"Likes" don't save lives: #UNICEFDay 2013

Halloween is upon us and when it comes to this childhood tradition, like many things in my life, I am a purist. I like to encourage my kids to think outside the box (or racks) of traditional gender-biased costumes, I like to decorate our front porch with that crazy spider web stuff and DANGER tape everywhere and like the good hardy Canadian kids that they are, my children don their snow pants, squeeze their costumes on over top and go door to door in our neighbourhood screaming "TRICK OR TREAT" at the top of their little lungs. It's how I did it as a kid and I feel it is important to maintain these traditions for my kids. One of the things that I do miss from my childhood and that was always part of Halloween growing up were the little orange UNICEF boxes that everyone had as the ultimate accessory to their costume. My brothers and I used to have a little bit of a competition every year to see who could collect the most pennies and whoever had the heaviest box at the end of the night would get to pick something from the others candy haul. Those were some good {cavity-inducing) times.

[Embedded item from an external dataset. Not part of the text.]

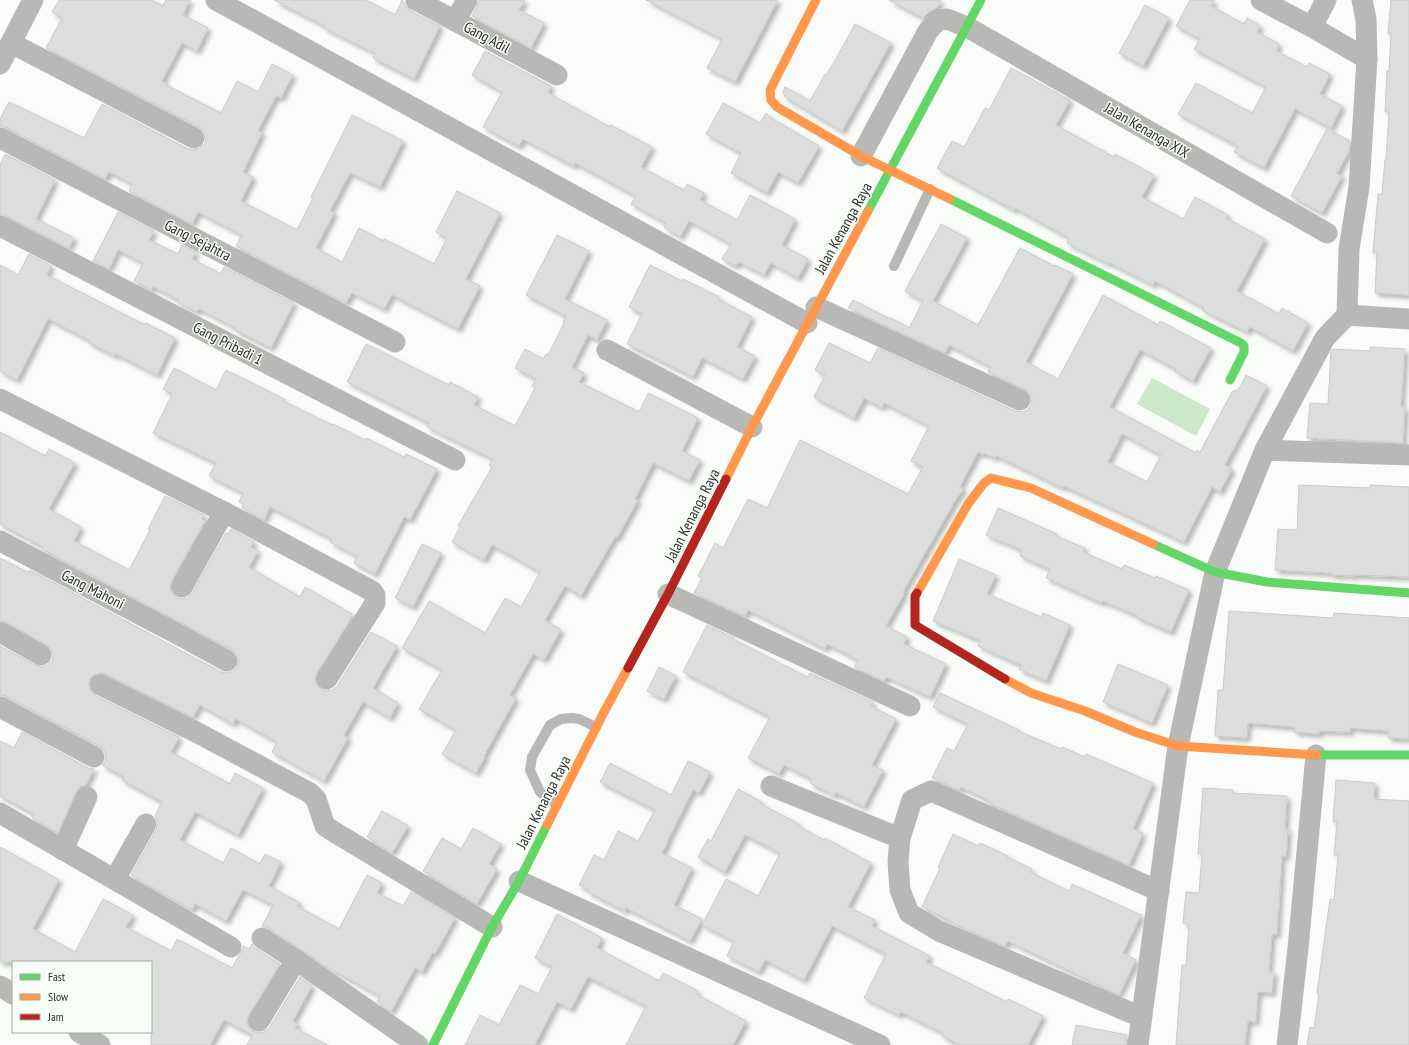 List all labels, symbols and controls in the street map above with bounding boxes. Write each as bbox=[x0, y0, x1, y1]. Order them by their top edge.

And while the orange boxes may not be around anymore (UNICEF Canada cancelled the program in 2006), UNICEF continues to do amazing things for children all over the world. I had a chance to talk to some wonderful UNICEF representatives while I was at Blissdom Canada a few weeks ago and got a mini tour of UNICEF's main programs and humanitarian efforts that directly affect children around the world.  It was an eye-opening, tear-inducing, heart-breaking and hope-creating experience for me.

From tasting the Plumpy Nut high protein therapeutic food that they provide for malnourished children, to following the trajectory of a vaccine from manufacturing to a child in a tiny village in a remote area of Mongolia, to picking up the VERY HEAVY  jugs that children have to haul miles every day just to have safe drinking water for their families, it was humbling and inspiring to see what all those pennies we used to collect have done and what donations to UNICEF continue to do today for children the world over.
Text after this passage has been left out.